Türkiye’deki neredeyse bütün mezarlıklar yeşildir. Özellikle Antalya’da dikkatimi çeken bir mezarlık var. Büyükşehir Belediyesi’nin yanında bulunan Andızlı Mezarlığı’na yukarıdan bakanlar bilir. Mezarlığın etrafı betonlarla çevriliyken, mezarlık yemyeşildir. İnsanların kendilerini betona gömüp, ölülerini yeşilliğe gömme sevdasını hiç anlamadım. Belki de yaşarken veremedikleri huzuru, mezarlarını yeşerterek vermek istiyordur. Garip!

İnsanlar yaşarken yaşadıkları yerleri güzelleştirmek yerine, daha çok nasıl para kazanırımın peşinde. Güzel bir bahçenin içinde küçük bir evi olan daha çok para kazanmak için onu müteahhit verip, kendisini bir beton yığınına gömer. Sonra nefes almak için kaybettikleri sevdiklerinin mezarına çiçek ekip, ağaç diker. Şimdi onlar mı ölü biz mi? Garip bir dünya değil mi? Ölüleri yeşilliğe, dirileri ise betona gömüyoruz.
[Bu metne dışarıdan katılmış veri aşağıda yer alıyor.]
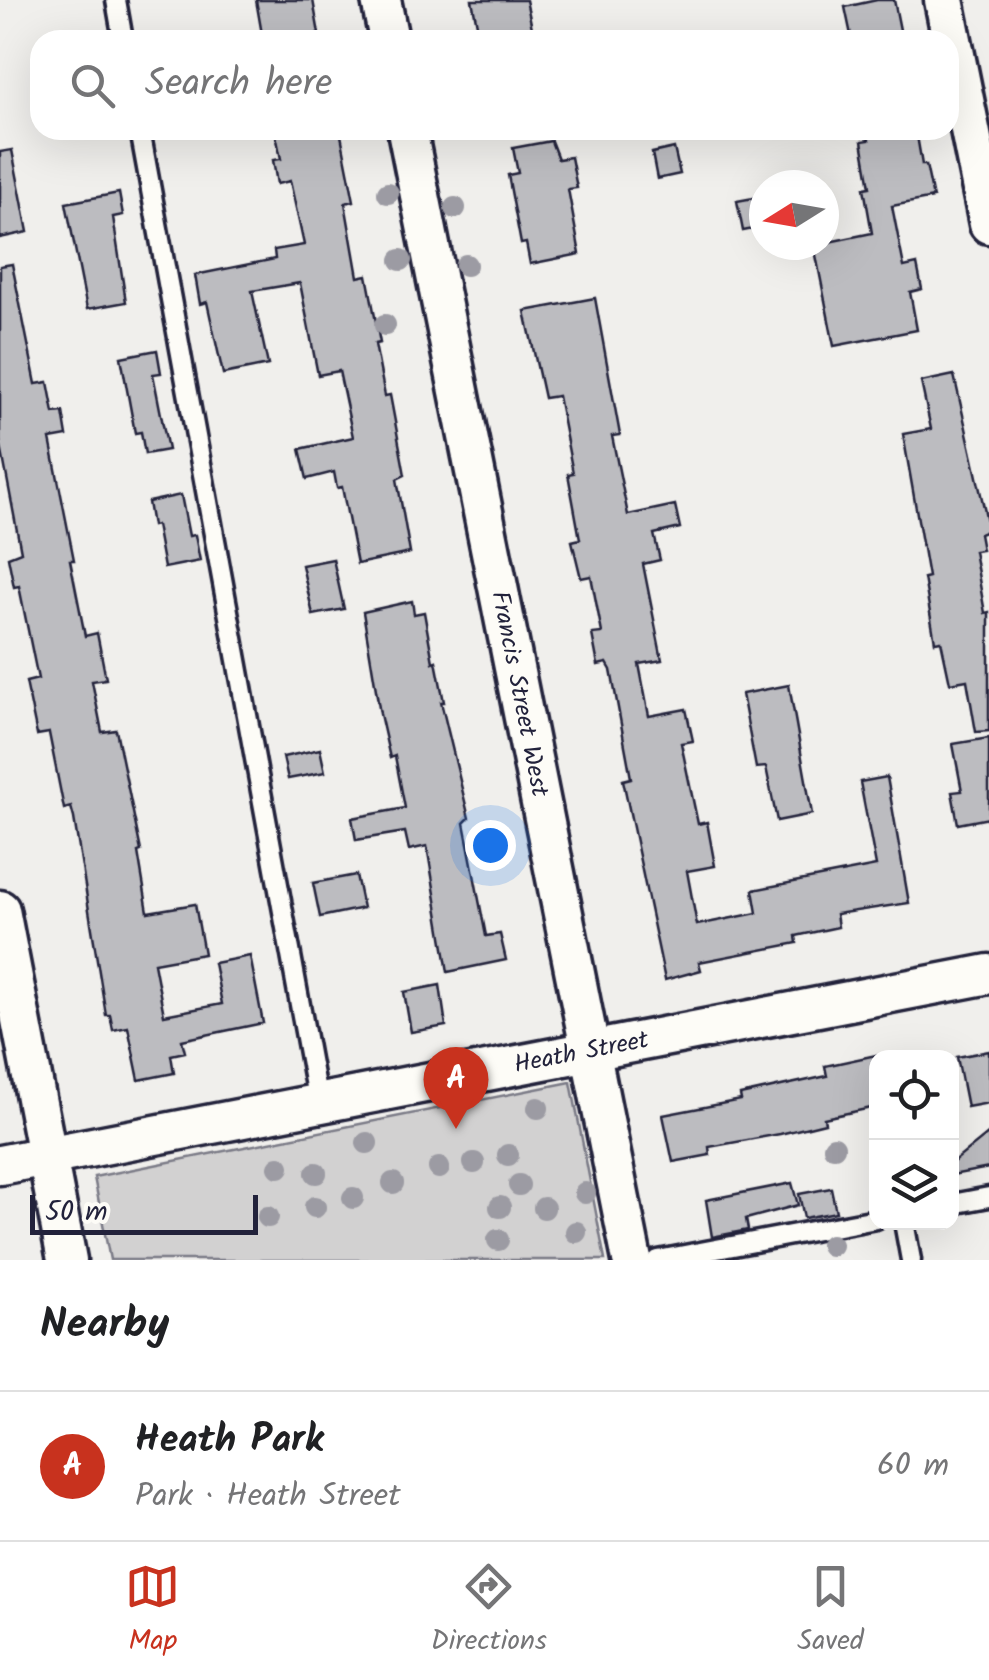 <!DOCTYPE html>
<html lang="en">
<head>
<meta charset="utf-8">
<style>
  body { margin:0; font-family:Kalam,sans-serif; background:#f6f6f6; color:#202124 }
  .controls { position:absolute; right:30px; bottom:30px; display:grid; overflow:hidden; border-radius:20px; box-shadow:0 10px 40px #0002 }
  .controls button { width:90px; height:90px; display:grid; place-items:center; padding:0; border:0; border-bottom:2px solid #e0e0e0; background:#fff; color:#202124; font:50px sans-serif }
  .compass { position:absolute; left:749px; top:170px; width:90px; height:90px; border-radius:50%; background:#fff; box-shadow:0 10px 40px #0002; rotate:259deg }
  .scale { position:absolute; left:30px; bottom:25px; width:228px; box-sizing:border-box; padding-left:10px; border:5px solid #22223b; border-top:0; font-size:28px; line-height:35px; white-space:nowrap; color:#22223b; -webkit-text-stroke:8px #fdfcf7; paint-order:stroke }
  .you { position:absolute; left:490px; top:845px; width:35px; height:35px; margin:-25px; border:8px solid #fff; border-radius:50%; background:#1a73e8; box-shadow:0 0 0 15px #1a73e833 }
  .badge { display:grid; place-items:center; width:65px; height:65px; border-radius:50%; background:#c8321e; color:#fff; font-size:32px; font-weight:700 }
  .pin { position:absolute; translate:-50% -82px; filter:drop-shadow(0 2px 5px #0008) }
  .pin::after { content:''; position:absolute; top:52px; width:35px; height:30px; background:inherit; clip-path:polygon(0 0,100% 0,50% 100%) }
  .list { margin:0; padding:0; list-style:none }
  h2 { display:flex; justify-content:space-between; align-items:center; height:130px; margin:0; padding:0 40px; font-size:42px }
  h2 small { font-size:32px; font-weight:400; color:#757577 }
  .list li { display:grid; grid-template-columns:65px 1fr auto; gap:30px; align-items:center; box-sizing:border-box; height:150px; padding:0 40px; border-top:2px solid #e0e0e0 }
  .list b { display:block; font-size:38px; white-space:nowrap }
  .list p { margin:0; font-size:32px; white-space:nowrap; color:#757577 }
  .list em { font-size:32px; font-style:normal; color:#757577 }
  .icon { flex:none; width:55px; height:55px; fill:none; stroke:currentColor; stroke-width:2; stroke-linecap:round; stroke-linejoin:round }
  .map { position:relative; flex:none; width:989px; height:1260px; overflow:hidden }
  .search { position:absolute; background:#fff; box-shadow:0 10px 40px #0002; left:30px; right:30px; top:30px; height:110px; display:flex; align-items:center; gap:25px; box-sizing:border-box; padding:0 35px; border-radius:30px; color:#757577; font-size:38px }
  .sheet { height:280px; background:#fff }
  nav { display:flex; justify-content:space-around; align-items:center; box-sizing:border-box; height:140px; border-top:2px solid #e0e0e0; background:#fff; font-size:28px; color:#757577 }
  nav a { display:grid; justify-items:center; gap:5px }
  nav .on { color:#c8321e }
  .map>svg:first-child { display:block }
  .green { fill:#d2d1d1; stroke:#7a7a86; stroke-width:2.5 }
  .building { fill:#bcbcc0; stroke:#22223b; stroke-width:2.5 }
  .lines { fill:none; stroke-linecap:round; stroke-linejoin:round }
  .lane-casing { stroke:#22223b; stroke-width:25 }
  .street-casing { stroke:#22223b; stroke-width:45 }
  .lane { stroke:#fdfcf7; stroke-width:18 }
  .street { stroke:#fdfcf7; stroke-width:38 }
  .tree { fill:#9c9ba3 }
  .labels { text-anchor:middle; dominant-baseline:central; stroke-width:8; stroke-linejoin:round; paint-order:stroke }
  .street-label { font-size:25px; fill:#22223b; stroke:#fdfcf7 }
</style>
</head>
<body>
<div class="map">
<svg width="989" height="1260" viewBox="0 0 989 1260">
  <rect width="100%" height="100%" fill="#f0efec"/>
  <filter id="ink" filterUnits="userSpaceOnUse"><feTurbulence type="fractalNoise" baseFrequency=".01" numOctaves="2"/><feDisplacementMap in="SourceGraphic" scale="20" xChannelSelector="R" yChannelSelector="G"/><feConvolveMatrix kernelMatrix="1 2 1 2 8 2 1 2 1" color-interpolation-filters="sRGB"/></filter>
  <g filter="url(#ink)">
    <!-- green -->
    <path class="green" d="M571 1082 605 1260H110L94 1177Z"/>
    <!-- building -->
    <g class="building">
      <path d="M256 0H313L319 34 289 40H263Z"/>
      <path d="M472 0H526L532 28 519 31 521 40H480Z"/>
      <path d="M877 0H894L902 40H852L845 7Z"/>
      <path d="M275 130H340L354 201 345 203 358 277 367 275 380 343 375 344 385 396 390 395 405 475 397 479 410 553 357 564 342 487 337 488 334 472 307 479 300 449 353 437 339 371 318 375 300 283 252 291 268 365 223 374 207 302 200 304 195 275 275 259 274 250 304 245 290 181 277 184 273 160 281 159Z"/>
      <path d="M867 130H916L922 165H926L933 198 892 206 904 267 917 264 922 289 910 292 917 330 834 346 814 245 872 233 864 188 870 187 862 141 869 140Z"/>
      <path d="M551 141 558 159 571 157 577 188 568 189 580 254 530 264 526 243 521 244 508 175 518 173 513 148Z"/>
      <path d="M674 148 680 174 657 179 652 153Z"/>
      <path d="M12 150 28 232 0 238V152Z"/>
      <path d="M119 193 123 215 113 217 126 302 87 309 66 203Z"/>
      <path d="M764 196V227L743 231 737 201Z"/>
      <path d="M12 264 36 384 48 382 54 413 63 412 67 436 50 439 74 560H70L85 636 97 633 106 679 92 681 102 732 116 730 141 851 138 852 148 912 195 904 204 954 154 963 164 1015 222 1004 214 963 250 956 263 1023 182 1040 185 1052 171 1055 174 1073 139 1080 128 1027 113 1030 110 1015H106L74 818 71 807 64 809 49 733 37 735 26 682 38 679 19 586 14 587 8 557 21 552 0 441V266Z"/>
      <path d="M595 298 620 435 612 436 628 515 675 505 680 528 654 534 660 560 643 564 662 660 639 664 649 716 686 709 693 741 681 743 698 824 707 822 715 866 687 871 697 925 757 913 753 890 876 866 860 782 887 777 909 903 836 914 838 927 796 936 797 943 699 962 701 970 665 980 623 780 631 778 611 670 607 663 598 665 592 634 602 633 591 576 581 578 572 541 580 539 568 474 573 473 558 396 544 398 525 311Z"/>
      <path d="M157 350 161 373 153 374 168 450 145 454 141 432 135 433 121 357Z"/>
      <path d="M954 375 989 530 979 534 982 550 974 551 985 613 989 612V731L976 732 967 680 950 683 941 641 935 642 924 578 928 577 903 434 931 429 921 382Z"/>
      <path d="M181 495 189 536 195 535 200 561 164 568 156 525 152 526 148 502Z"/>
      <path d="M333 559 344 609 313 615 302 565Z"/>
      <path d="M412 601 414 614 424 612 433 662 436 661 444 702H441L469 818 464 823 486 936 500 934 506 960 448 972 427 846 409 850 405 832 356 840 352 818 405 808 395 756 390 758 380 714 363 612Z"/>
      <path d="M789 685 812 814 777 821 766 767 756 768 742 694Z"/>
      <path d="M989 738V818L958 824 952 792 962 791 953 744Z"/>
      <path d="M320 749 325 772 288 779 283 757Z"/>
      <path d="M356 875 363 908 320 917 313 883Z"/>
      <path d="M440 985 446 1026 411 1032 404 992Z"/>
      <path d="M989 1051V1103L967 1107 957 1057Z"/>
      <path d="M876 1055V1107L824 1118 825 1123 780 1134 709 1147 710 1155 673 1162 663 1115 741 1100 740 1095 827 1076 825 1066Z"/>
      <path d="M989 1133V1168L952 1175V1163Z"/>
      <path d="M792 1183 798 1205 746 1219 748 1230 712 1237 706 1200Z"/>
      <path d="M831 1188 836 1212 804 1218 799 1194Z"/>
    </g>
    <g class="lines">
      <!-- lane casing -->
      <g class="lane-casing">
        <g id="lane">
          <path d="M116 0 123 40"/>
          <path d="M140 130 318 1103"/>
          <path d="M952 1204 989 1197"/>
          <path d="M904 1222 911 1260"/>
          <path d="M658 1260 876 1219"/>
        </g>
      </g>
      <!-- street casing -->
      <g class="street-casing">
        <g id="street">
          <path d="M381 0 389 40"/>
          <path d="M944 0 989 224"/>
          <path id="s1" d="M407 130 632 1260"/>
          <path d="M0 910 67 1260"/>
          <path id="s2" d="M0 1165 989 974"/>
        </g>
      </g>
      <!-- lane -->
      <use href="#lane" class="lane"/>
      <!-- street -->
      <use href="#street" class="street"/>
    </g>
    <!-- trees -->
    <g class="tree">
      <circle cx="388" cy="193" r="11"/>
      <circle cx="455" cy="208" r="11"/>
      <circle cx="401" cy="260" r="11"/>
      <circle cx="466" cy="265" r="11"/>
      <circle cx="385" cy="325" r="11"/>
      <circle cx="538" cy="1108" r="11"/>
      <circle cx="367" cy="1143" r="11"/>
      <circle cx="834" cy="1147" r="11"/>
      <circle cx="508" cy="1155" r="11"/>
      <circle cx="474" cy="1163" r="11"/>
      <circle cx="279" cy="1167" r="11"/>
      <circle cx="439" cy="1168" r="11"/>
      <circle cx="316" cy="1173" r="11"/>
      <circle cx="393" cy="1183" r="11"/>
      <circle cx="519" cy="1185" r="11"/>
      <circle cx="585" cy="1193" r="11"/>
      <circle cx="353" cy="1198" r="11"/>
      <circle cx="315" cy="1207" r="11"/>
      <circle cx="500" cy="1207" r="11"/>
      <circle cx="544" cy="1208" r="11"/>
      <circle cx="268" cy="1217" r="11"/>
      <circle cx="576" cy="1232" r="11"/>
      <circle cx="498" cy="1240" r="11"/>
      <circle cx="831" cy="1245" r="11"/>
    </g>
  </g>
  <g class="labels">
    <!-- street labels -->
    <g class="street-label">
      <text stroke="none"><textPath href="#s1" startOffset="575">Francis Street West</textPath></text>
      <text stroke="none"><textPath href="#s2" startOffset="592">Heath Street</textPath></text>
    </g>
  </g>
</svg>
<div class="controls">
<button><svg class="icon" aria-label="locate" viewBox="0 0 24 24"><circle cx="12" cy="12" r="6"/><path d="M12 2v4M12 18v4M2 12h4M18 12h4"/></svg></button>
<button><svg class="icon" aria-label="layers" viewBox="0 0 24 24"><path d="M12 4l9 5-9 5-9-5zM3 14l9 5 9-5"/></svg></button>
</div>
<svg class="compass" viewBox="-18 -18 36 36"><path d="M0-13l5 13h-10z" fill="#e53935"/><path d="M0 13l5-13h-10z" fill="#757577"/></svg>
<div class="scale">50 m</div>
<div class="you"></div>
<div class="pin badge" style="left:456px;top:1129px">A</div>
<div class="search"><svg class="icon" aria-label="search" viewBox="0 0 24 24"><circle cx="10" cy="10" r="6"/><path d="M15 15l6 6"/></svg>Search here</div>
</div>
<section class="sheet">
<h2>Nearby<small></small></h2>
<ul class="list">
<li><span class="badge">A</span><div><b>Heath Park</b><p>Park · Heath Street</p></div><em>60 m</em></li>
</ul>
</section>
<nav>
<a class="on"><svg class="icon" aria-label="map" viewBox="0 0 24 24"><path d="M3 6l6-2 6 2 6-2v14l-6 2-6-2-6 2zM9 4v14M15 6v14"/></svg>Map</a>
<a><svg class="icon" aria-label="directions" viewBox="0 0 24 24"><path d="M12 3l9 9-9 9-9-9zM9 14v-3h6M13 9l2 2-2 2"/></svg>Directions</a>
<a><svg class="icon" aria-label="saved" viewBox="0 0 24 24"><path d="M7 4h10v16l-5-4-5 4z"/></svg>Saved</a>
</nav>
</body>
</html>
Son zamanlarda Marmara Denizi’nin son halini bilmeyen yoktur. Deniz salyası yüzünden denizde yaşayan hayvanlar nefes alamaz hale geldi. Akdeniz’in suyu değişiyor. Marmara’da oluşan deniz salyası Ege’de de oluşmaya başladı. Size garip bir şey daha söyleyeyim geçtiğimiz gün Marmara Denizi kurtulsun verilen önergeyi bazı siyasi partiler reddetti. Neden reddettiklerini bilmiyorum ancak yaptıkları adına biz çok utandık.

Bunun yanı sıra kuraklık geldi hepimizi kavuruyor. Son zamanlarda birçok yerden yağmur duasına çıktılar diye haberler duyuyoruz. İnsanlar en güzel şeyleri katledip, sonra dua ediyorlar. Bu da çok garip değil mi? Bozduklarımızı dua ile kurtarma umudumuz, düzeldikten sonra tekrar mahvedip tekrar dua etmek. Çok garibiz ya.

Verilere göre dünyada 17 ülkede aşırı düzeyde su sıkıntısı yaşanıyor. Susuzluk ve kuraklık yüzünden ölen insanlar, hayvanlar, yakılan yıkılan ormanlar bunlara kulak tıkamak şimdilik bize güzel gelebilir. Ancak bir gün gelip de bir damla suya hasret kaldığımızda ‘NE GÜNLERE KALDIK’ diyeceğiz. Ha ölürsek şanslıyız, ama yaşarsak çok pişman olacağız. Birçok ülkenin su sıkıntısı yaşadığını görüyoruz. Susuzluktan ölen çocukları görmemek için gözlerimizi kapatsak da illa çıkıyor karşımıza. Hadi dikin koca koca binaları, hadi şehirleşelim, hadi keselim ağaçları, hadi yapalım ya önümüzü tutan yok. Yaptıklarınızdan sonra dua etmeyin ya. Çünkü bana sorarsanız tanrıda sizin samimi olmadığınızı biliyordur. Çünkü biz nankör, bencil yaratıklardan başka bir şey değiliz. Susuzluktan ölen, bir damla su için ağlayan çocuklar varken, har vurup harman savurduğunuz güzellikler bize helal değil. Bu kadar duyarsız olmayı nasıl beceriyoruz. Aklım hayalim almıyor.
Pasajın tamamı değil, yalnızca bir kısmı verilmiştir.